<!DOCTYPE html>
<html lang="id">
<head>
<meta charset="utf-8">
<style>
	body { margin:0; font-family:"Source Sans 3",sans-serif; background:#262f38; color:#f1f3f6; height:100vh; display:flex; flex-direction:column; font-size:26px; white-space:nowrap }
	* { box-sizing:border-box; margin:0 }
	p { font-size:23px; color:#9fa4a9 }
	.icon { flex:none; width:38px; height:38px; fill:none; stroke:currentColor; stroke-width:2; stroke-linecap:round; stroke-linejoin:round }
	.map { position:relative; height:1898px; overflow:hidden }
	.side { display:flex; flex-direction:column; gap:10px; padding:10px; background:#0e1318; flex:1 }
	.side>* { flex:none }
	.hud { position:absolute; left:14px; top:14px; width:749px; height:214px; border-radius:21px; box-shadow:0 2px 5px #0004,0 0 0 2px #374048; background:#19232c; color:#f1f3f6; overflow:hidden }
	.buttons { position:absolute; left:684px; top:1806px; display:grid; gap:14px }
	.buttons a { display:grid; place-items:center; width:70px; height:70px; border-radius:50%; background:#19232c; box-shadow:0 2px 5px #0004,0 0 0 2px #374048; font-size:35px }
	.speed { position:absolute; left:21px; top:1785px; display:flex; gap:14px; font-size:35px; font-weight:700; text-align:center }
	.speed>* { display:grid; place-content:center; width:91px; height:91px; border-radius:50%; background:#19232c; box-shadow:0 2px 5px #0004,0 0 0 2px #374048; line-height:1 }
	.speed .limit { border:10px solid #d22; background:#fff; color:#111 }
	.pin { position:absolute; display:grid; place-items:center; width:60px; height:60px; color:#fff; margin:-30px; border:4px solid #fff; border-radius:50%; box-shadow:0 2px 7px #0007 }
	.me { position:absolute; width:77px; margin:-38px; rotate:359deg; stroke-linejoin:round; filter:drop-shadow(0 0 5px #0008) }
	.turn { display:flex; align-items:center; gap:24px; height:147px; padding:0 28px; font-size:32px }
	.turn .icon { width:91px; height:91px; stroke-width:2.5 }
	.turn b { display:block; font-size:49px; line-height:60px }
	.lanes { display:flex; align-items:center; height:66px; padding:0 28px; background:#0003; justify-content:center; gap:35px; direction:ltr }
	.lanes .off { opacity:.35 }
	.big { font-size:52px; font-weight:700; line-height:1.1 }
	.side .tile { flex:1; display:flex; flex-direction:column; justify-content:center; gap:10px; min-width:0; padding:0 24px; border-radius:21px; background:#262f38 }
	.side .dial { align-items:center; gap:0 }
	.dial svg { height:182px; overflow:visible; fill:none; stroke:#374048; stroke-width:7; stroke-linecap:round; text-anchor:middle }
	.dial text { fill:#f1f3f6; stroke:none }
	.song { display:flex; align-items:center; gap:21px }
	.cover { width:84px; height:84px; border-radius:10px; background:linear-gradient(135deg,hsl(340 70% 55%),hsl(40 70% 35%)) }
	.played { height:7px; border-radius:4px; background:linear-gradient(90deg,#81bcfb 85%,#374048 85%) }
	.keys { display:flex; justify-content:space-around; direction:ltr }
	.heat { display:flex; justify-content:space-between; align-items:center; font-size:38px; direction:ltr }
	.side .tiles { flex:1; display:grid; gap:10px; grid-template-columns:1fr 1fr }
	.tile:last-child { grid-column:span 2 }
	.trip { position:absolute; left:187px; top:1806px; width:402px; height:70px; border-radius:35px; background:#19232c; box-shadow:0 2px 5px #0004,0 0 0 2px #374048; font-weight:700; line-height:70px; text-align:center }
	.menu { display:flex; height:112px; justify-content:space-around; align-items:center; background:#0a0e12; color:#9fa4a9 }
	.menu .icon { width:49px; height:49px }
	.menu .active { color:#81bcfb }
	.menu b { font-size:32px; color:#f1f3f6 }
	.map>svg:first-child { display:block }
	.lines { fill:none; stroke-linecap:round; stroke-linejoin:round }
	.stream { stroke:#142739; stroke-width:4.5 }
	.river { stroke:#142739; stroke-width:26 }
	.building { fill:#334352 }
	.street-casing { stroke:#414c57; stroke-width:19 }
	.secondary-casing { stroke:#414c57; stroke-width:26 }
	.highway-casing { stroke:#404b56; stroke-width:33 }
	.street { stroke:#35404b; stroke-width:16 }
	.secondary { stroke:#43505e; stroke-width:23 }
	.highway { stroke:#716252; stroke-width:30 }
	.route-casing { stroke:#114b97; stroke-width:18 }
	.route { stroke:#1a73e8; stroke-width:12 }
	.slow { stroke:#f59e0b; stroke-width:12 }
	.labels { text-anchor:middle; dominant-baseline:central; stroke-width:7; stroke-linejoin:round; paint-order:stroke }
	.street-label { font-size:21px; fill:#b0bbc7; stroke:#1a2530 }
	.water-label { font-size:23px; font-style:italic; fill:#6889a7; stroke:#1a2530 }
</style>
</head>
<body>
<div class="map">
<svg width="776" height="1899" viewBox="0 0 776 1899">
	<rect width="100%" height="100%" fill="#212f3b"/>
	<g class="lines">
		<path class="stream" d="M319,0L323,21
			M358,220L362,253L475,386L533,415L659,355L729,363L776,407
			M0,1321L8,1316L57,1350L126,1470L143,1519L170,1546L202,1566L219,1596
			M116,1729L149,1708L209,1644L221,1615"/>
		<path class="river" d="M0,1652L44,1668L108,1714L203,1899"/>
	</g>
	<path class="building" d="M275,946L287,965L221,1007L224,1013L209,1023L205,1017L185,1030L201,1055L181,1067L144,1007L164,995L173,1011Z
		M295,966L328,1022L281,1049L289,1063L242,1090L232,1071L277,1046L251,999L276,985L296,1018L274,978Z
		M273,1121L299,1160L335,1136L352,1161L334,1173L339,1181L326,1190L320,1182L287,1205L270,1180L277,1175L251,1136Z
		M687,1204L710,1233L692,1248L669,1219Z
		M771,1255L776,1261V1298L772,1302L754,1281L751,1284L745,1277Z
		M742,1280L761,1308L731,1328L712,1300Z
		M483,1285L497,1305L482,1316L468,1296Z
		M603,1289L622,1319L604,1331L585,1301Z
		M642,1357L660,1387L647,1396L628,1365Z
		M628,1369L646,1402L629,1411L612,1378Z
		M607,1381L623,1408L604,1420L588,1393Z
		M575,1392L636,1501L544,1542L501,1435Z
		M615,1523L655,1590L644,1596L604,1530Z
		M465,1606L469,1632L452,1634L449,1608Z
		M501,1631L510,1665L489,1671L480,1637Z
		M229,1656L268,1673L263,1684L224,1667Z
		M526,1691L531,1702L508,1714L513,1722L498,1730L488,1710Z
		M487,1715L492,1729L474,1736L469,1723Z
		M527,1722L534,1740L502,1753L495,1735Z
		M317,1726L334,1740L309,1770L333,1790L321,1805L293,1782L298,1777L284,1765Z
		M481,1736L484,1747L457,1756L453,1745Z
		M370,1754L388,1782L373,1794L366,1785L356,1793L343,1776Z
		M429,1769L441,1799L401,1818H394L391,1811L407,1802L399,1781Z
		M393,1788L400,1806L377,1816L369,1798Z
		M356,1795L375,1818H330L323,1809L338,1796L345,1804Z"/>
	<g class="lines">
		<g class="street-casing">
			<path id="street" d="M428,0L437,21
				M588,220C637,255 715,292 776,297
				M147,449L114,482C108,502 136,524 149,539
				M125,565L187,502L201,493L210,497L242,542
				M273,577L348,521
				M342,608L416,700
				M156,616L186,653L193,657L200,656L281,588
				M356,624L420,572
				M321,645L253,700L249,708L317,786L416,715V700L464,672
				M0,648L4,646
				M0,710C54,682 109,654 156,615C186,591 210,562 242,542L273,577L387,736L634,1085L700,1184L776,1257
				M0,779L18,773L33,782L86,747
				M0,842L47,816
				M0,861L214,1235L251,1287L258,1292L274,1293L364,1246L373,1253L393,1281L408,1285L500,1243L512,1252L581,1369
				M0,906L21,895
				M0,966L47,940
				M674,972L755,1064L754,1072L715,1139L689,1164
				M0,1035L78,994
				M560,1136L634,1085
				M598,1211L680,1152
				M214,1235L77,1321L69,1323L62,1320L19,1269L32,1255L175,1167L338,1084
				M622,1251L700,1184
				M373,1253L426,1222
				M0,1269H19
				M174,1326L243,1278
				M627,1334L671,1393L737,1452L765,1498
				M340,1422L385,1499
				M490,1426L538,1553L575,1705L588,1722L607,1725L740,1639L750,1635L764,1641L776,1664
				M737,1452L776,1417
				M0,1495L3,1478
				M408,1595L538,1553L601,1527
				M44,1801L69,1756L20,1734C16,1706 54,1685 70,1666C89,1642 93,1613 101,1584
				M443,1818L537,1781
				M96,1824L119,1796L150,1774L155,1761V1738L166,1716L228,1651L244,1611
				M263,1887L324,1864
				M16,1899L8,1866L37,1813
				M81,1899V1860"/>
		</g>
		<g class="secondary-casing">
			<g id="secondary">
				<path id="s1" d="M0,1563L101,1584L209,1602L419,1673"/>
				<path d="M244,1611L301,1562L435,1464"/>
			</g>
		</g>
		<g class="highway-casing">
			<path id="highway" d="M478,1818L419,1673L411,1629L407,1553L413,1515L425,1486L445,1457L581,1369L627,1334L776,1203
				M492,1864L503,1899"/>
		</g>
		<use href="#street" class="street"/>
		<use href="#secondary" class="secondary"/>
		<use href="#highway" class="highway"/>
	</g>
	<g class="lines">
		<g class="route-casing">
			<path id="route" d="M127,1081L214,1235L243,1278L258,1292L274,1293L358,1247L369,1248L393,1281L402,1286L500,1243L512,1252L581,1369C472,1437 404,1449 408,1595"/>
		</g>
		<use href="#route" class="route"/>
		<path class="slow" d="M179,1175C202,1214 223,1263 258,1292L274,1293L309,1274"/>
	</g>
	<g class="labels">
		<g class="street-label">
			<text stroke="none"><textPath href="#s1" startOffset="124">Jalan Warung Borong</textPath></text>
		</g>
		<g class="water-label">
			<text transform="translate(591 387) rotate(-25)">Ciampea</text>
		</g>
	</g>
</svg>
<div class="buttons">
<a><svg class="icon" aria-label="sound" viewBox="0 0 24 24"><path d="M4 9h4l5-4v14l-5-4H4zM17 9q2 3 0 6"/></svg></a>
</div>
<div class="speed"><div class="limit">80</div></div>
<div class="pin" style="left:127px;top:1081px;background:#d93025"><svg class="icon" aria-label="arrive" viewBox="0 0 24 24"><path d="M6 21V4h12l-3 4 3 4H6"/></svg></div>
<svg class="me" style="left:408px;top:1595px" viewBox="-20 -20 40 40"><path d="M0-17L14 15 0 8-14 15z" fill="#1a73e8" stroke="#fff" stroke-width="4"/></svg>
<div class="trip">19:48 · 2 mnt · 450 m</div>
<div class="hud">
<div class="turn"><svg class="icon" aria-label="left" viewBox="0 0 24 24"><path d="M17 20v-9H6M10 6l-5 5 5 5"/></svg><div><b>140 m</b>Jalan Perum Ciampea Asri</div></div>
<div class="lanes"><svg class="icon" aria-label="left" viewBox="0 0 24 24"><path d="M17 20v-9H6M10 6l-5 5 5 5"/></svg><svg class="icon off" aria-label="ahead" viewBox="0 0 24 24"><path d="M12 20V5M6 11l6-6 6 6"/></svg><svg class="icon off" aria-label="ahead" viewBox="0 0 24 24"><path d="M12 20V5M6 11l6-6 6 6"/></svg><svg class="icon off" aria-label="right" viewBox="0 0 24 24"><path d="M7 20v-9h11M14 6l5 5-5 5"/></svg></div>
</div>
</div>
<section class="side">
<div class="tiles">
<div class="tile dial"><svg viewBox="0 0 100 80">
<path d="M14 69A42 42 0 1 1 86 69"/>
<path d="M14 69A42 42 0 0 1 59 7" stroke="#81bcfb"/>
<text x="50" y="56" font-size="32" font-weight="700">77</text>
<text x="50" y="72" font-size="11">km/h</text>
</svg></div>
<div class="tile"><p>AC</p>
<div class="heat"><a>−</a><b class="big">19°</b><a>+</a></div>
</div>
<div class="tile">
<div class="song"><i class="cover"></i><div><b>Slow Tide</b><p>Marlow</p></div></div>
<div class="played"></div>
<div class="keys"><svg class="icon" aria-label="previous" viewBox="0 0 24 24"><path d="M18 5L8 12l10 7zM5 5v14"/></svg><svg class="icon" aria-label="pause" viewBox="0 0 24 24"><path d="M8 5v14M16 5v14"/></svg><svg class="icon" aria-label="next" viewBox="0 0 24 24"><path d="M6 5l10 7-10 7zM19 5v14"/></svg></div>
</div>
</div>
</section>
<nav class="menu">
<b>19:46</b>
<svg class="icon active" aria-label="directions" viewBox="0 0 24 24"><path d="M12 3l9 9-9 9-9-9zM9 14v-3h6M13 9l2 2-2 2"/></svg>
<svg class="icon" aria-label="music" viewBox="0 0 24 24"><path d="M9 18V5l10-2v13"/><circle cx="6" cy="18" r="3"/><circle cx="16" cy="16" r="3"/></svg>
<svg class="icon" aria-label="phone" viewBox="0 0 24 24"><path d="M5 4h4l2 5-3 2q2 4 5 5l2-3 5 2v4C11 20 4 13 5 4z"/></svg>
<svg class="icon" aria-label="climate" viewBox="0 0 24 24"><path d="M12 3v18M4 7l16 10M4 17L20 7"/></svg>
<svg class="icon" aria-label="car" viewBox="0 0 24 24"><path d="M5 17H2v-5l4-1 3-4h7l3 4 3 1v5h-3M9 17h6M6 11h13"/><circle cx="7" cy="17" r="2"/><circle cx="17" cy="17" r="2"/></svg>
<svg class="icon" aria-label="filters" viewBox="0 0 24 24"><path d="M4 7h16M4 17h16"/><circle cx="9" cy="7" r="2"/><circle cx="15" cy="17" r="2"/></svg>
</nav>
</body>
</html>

━━━━━━━━━━

Activity =
When a line above includes the word "speed", please list that line.

Answer to the exercise =
	.speed { position:absolute; left:21px; top:1785px; display:flex; gap:14px; font-size:35px; font-weight:700; text-align:center }
	.speed>* { display:grid; place-content:center; width:91px; height:91px; border-radius:50%; background:#19232c; box-shadow:0 2px 5px #0004,0 0 0 2px #374048; line-height:1 }
	.speed .limit { border:10px solid #d22; background:#fff; color:#111 }
<div class="speed"><div class="limit">80</div></div>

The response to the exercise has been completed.